Just doing a bit of poking around to get a sense of content analysis as a potential editorial topic to cover. Here are a few resources I found on the topic, along with a few quick thoughts on the matter.
I think the subhead from Forrester's Leslie Owens report, Text
Analytics takes business insight to new depths, sums up why text
analytics is a good thing extremely well:
Unexamined Content is a Wasted Opportunity.
Off and on over my years as editor, I've had a fair number of meetings with text analytics vendors (not counting IBM). These companies tried/continue to try to solve the problem of trying to extract meaning from unstructured content and present it in a useful way so that decisions can be made based on something other than gut feel, it looks like technologically at least, we're getting close to that becoming a reality. (I also always enjoyed asking them for references. A look would always come over the CEO/Pres/Marketing guy's face and then a joke would be made, always some variation of "I could tell you, but I'd have to kill you." Yes, I get it. Intelligence agencies dig this kind of tool.) The technology is pretty cool stuff too as it has to deal with semantics and meaning either through some sort of semantic engine (trying to identify meaning) which is the approach Xerox took at one point (if memory of a years-gone meeting with a research scientists at Xerox PARC serves) or through brute force mathematic probability. OK, that's the extent of my technical "expertise" on the topic.

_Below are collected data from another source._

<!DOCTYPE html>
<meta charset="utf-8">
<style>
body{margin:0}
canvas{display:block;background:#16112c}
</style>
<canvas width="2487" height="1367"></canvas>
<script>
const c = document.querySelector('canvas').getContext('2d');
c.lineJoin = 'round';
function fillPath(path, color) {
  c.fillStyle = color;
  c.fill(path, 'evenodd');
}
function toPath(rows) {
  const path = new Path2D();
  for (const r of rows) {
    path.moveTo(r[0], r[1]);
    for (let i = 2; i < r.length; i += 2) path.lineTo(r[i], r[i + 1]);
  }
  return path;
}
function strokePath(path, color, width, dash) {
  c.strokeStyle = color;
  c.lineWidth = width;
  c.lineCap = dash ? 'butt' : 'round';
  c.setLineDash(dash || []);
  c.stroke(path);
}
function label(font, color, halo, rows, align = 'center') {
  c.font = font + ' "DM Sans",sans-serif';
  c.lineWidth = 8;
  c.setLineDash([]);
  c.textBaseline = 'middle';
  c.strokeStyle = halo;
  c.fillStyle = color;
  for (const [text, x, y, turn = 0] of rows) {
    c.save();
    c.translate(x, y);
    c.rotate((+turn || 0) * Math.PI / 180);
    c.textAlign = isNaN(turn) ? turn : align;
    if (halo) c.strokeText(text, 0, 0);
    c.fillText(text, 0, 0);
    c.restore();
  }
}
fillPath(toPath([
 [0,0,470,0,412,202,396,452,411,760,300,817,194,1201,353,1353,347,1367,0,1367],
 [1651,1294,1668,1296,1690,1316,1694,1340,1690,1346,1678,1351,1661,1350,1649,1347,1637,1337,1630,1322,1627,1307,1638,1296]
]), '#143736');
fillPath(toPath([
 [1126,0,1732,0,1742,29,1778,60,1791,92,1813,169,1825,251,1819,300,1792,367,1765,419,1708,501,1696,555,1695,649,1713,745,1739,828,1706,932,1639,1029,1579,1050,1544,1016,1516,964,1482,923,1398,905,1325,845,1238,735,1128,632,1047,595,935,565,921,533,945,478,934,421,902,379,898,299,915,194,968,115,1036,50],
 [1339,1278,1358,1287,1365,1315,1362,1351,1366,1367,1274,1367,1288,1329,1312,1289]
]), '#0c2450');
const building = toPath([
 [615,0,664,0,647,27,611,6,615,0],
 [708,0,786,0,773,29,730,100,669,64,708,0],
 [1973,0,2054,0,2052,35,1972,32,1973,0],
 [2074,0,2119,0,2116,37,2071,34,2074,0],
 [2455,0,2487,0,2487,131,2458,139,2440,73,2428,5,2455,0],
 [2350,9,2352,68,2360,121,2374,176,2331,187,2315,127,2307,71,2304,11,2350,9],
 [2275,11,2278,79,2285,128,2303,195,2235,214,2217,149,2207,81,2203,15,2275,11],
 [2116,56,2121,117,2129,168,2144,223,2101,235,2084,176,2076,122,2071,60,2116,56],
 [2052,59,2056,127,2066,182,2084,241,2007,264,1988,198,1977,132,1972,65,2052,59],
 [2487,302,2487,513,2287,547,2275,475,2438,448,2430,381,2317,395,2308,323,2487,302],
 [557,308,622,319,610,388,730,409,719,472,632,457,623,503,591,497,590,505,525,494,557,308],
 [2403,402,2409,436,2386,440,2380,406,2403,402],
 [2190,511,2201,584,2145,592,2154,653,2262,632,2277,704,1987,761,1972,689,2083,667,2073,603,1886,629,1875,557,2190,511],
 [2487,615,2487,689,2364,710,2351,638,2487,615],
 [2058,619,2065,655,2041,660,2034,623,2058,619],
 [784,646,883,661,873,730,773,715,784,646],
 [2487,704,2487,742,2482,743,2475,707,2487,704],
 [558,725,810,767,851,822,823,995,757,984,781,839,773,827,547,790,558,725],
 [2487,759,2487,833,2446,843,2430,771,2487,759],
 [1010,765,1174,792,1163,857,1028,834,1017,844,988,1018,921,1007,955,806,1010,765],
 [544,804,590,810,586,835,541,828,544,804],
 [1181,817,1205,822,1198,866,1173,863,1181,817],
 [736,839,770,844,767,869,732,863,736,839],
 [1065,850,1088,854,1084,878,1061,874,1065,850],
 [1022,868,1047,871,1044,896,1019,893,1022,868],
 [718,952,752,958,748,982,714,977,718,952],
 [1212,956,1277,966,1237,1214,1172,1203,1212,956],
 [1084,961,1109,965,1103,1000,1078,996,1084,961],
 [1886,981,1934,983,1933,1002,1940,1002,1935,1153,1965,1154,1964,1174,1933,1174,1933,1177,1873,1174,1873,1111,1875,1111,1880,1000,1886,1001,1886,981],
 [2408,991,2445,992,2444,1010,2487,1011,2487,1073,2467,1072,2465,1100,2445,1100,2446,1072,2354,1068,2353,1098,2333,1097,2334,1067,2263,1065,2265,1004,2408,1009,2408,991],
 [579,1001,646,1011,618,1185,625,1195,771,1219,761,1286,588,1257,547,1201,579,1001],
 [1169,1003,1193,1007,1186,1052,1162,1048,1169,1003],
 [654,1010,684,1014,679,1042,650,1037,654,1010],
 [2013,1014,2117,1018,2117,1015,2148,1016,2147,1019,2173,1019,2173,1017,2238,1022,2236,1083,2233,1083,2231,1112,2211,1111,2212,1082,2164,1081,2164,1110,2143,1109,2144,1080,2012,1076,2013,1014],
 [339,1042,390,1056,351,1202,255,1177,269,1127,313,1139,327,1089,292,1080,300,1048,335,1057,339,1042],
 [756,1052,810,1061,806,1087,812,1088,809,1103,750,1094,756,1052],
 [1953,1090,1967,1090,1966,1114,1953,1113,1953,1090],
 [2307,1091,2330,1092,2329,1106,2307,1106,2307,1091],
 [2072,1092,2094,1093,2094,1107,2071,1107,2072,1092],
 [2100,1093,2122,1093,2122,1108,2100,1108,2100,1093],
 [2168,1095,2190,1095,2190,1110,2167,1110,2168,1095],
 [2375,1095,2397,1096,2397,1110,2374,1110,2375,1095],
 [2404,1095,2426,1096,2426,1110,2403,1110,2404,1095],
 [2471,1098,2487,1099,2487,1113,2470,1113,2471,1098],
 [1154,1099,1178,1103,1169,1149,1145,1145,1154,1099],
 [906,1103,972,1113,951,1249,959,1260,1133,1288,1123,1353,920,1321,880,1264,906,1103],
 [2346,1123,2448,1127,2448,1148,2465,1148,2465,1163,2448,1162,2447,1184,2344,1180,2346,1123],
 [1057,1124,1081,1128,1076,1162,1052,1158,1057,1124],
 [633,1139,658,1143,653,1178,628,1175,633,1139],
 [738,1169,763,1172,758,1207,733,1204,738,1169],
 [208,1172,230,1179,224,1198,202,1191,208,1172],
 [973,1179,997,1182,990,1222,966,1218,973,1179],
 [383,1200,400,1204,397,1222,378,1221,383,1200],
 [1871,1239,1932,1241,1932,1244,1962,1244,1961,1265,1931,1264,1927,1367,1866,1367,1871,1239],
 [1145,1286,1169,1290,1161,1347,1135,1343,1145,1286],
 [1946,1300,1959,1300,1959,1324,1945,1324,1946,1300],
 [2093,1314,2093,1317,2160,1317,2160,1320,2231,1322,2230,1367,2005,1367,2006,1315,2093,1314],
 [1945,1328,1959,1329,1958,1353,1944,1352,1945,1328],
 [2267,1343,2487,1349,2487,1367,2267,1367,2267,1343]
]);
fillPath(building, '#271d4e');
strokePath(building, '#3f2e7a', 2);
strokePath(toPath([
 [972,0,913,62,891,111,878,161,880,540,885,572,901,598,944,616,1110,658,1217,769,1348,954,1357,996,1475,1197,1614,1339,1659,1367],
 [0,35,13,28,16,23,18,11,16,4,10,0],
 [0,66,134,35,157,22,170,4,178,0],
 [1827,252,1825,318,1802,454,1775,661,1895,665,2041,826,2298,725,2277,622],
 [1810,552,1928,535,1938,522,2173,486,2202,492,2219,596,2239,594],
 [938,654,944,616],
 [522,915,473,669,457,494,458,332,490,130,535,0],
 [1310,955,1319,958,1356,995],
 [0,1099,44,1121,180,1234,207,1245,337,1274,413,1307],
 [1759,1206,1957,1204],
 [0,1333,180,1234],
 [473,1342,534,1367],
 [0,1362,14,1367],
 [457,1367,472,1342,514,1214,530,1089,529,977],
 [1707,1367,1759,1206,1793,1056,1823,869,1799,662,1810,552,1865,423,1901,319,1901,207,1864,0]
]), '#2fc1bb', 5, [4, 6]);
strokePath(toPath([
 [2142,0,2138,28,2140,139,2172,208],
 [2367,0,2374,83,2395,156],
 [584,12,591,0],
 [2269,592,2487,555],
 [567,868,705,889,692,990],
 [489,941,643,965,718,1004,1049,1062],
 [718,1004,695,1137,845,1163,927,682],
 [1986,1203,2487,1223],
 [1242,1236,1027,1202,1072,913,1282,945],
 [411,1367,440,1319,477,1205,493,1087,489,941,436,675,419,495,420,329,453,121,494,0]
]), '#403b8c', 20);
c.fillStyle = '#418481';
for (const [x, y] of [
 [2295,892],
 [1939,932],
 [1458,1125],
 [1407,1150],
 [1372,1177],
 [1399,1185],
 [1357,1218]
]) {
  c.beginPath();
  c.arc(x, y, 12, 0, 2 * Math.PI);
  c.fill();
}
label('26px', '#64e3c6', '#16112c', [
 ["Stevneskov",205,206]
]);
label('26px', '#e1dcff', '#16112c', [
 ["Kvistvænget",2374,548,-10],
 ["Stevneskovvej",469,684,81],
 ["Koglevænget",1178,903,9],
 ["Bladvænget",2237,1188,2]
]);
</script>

The uses of content/text analysis are potentially extremely good for companies:
- Improving decision-making
- Competitive analysis
- Figuring out what your customers are saying about you by searching your call logs, twitter, blogs, etc. (which will inform the two points just above)
- Matching structured and unstructured content to provide a 360 view (or as much a one as possible) into what is really going on in a company
- help to address the never-ending ediscovery issues. If you can limit the number of documents your corporate legal team needs to review, I don't know an exact figure, but the term "boat load" of savings springs to mind.
IBM offers tools to do this stuff.(question: Why call it content analysis, IBM, when everyone else calls the same stuff text analysis?)
Brooke Aker of Expert Systems wrote a short article for me recently, What Works: Is Semantic Intelligence the New Business Intelligence?
From the Apache UMI (an open source effort): Unstructured Information Management (UMI)applications are software systems that analyze large volumes of unstructured information in order to discover knowledge that is relevant to an end user. An example UIM application might ingest plain text and identify entities, such as persons, places, organizations; or relations, such as works-for or located-at.
Text Analytics Small but growing market, according to IDCIn Business Intelligence Polishes Its Crystal Ball, Forrester analysts James G. Kobielus, Boris Evelson, Leslie Owens opine that advanced analytics (see definition at bottom of post), when combined with traditional business intelligence tools will allow/provide: predictive and prescriptive insight, unlock information in unstructured data, act on streaming information in real time, and discover patterns in non-modeled data.
Advanced analytics (from Forrester): Any solution that supports the identification of meaningful patterns and correlations among variables in complex, structured and unstructured, historical and potential future data sets for the purposes of predicting future events and assessing the attractiveness of various courses of action. Advanced analytics typically incorporate such functionality as data mining, descriptive modeling, econometrics, forecasting, operations research, optimization, predictive modeling, simulation, statistics, and text analytics.